The above solution did solve the problem of ignoring my visits to my website. But, while viewing the logs in Piwik, I found that it had a lot of entries with the title 127.0.0.1 and my IP next to them. I realized that these entries were made when I was testing the website on my local computer.

This gave rise to the following question:

Why was my local activity being logged by Piwik which resides on the remote server?

I realized that, whenever I compile the website using Nikola, it embeds the Piwik code in all the pages. I first test out the new posts on the local computer and then deploy them to the server. But, while testing the website locally, the browser was contacting the Piwik installation on the server (due to the embedded code).

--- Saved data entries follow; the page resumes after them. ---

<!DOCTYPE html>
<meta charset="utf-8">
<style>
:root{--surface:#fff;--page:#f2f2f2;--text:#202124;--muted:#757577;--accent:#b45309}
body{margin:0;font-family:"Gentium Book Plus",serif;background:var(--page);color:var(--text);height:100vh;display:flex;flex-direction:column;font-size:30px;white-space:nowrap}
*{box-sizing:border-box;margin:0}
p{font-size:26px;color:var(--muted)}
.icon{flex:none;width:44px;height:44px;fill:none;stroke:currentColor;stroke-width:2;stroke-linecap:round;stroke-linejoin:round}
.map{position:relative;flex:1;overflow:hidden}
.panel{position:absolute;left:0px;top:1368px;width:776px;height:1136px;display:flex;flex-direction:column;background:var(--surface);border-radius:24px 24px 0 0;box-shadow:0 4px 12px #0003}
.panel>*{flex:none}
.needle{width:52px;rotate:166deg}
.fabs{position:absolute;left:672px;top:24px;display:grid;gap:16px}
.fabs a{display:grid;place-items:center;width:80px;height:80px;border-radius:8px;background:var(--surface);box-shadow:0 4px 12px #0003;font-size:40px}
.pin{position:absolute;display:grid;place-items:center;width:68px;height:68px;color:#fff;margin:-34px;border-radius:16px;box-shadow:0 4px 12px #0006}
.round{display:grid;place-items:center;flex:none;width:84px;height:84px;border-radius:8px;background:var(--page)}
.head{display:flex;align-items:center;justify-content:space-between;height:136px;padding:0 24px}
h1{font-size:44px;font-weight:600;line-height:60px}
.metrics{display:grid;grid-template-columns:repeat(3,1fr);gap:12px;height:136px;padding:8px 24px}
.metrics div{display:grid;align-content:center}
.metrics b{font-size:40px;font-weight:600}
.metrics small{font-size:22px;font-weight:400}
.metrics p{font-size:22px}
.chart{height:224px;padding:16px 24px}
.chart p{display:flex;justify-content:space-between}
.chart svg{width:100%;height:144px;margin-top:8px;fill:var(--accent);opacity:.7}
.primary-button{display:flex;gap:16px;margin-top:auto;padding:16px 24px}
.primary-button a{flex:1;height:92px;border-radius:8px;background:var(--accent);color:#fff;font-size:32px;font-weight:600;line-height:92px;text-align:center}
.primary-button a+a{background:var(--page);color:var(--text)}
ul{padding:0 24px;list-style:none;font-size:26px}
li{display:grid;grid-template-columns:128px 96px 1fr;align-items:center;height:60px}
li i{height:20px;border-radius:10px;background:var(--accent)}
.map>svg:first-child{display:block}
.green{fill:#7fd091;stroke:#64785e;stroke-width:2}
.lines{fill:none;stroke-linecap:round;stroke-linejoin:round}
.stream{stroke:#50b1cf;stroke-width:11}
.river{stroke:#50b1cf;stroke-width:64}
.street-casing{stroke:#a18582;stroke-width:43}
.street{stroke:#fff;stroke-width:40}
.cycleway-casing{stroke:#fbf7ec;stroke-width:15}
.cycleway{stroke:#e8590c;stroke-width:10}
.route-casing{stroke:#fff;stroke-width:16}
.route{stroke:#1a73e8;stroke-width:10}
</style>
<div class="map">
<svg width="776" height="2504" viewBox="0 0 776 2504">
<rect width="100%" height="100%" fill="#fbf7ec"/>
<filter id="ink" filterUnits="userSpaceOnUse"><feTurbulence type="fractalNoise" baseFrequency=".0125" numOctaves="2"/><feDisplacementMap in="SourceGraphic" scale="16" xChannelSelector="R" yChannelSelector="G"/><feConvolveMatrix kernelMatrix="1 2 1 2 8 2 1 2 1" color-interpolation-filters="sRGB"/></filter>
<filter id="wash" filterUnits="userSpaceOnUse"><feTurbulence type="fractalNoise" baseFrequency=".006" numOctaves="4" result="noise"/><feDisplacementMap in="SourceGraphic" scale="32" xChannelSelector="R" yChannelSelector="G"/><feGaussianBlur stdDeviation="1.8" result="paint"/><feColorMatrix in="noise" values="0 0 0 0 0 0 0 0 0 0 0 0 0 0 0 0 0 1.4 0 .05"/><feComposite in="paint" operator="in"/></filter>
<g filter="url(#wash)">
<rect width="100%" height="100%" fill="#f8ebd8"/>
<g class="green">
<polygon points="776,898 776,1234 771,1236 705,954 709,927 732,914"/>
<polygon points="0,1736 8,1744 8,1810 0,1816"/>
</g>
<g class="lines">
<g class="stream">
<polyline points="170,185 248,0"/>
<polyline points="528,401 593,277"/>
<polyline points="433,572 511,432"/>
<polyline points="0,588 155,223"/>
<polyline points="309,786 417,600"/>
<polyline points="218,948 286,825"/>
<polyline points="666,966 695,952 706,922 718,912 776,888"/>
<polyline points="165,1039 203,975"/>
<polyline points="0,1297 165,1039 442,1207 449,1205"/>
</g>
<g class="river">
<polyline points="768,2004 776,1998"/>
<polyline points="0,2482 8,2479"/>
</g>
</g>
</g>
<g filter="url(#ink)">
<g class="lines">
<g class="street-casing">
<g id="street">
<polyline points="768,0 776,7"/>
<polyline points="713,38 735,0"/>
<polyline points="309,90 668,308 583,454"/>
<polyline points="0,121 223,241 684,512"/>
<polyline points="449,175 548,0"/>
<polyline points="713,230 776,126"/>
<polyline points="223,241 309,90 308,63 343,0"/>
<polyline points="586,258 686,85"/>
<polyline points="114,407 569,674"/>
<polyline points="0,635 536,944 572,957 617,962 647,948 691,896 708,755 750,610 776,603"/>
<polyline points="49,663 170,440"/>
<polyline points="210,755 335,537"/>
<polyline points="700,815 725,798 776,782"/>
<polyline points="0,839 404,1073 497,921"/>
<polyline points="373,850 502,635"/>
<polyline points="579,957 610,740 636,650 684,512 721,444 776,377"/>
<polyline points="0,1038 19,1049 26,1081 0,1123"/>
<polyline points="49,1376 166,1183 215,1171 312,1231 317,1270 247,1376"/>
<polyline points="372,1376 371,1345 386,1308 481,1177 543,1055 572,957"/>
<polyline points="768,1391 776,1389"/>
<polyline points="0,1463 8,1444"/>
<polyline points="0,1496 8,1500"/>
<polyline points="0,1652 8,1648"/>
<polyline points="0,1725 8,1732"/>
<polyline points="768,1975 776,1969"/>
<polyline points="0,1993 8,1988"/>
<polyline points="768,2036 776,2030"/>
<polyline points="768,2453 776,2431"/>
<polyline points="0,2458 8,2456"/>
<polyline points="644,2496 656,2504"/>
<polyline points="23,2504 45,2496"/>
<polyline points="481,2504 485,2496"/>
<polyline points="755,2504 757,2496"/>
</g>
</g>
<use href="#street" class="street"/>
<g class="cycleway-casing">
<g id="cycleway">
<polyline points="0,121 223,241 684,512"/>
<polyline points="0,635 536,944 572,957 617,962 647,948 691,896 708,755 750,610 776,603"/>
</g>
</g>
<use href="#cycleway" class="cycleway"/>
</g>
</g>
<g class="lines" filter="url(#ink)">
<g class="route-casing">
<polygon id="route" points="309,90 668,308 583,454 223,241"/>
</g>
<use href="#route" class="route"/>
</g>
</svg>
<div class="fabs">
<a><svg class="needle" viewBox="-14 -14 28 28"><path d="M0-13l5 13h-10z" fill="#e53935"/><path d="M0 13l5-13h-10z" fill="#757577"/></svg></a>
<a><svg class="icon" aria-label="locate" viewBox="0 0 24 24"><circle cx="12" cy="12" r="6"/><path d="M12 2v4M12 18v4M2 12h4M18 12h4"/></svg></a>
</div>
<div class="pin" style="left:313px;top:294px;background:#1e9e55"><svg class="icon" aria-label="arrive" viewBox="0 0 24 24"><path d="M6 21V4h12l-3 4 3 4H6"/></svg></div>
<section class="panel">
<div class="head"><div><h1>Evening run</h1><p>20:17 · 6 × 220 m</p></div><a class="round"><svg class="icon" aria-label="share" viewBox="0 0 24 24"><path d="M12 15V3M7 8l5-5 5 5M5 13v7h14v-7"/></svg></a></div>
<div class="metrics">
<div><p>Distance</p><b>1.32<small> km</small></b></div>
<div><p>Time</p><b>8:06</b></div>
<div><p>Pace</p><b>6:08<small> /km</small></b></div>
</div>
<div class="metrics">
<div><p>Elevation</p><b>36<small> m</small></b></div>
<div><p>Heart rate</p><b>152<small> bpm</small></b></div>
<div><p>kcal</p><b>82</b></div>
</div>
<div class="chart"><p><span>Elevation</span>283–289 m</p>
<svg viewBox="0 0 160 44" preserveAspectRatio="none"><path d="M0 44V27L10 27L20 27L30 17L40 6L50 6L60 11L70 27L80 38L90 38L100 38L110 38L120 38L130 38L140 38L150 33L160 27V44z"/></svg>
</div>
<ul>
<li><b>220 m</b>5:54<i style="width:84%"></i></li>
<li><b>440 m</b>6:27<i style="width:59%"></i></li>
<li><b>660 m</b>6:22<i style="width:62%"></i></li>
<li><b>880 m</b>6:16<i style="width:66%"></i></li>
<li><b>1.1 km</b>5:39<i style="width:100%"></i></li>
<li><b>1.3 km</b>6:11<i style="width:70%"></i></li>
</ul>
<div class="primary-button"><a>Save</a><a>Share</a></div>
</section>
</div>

This was a bigger issue than the previous one, since I spend a lot of time writing and perfecting the posts locally, and all this time was being logged by Piwik.

Prevent Piwik from logging your activity on your local computer

Since the logs were showing 127.0.0.1 and I am such a genius, I tried adding 127.0.0.1 to the "Global list of Excluded IPs". This failed obviously, since my IP was not 127.0.0.1, rather the dynamic IP assigned to me by my ISP.

Then I tried to manually create a cookie for 127.0.0.1 with the same content as the Piwik "ignore" cookie. But this too failed, since Piwik was not running on localhost, but on my public server instead.

RequestPolicy to the rescue

After a lot of thinking I realized that the solution was with me all this time. I use a Firefox addon called RequestPolicy, which lets us decide which cross-site requests to allow. I simply set it to block connections from 127.0.0.1 to my web server and voilà, problem solved!

So, I finally managed to solve both problems, using different methods, but both of them involved manipulating the browser.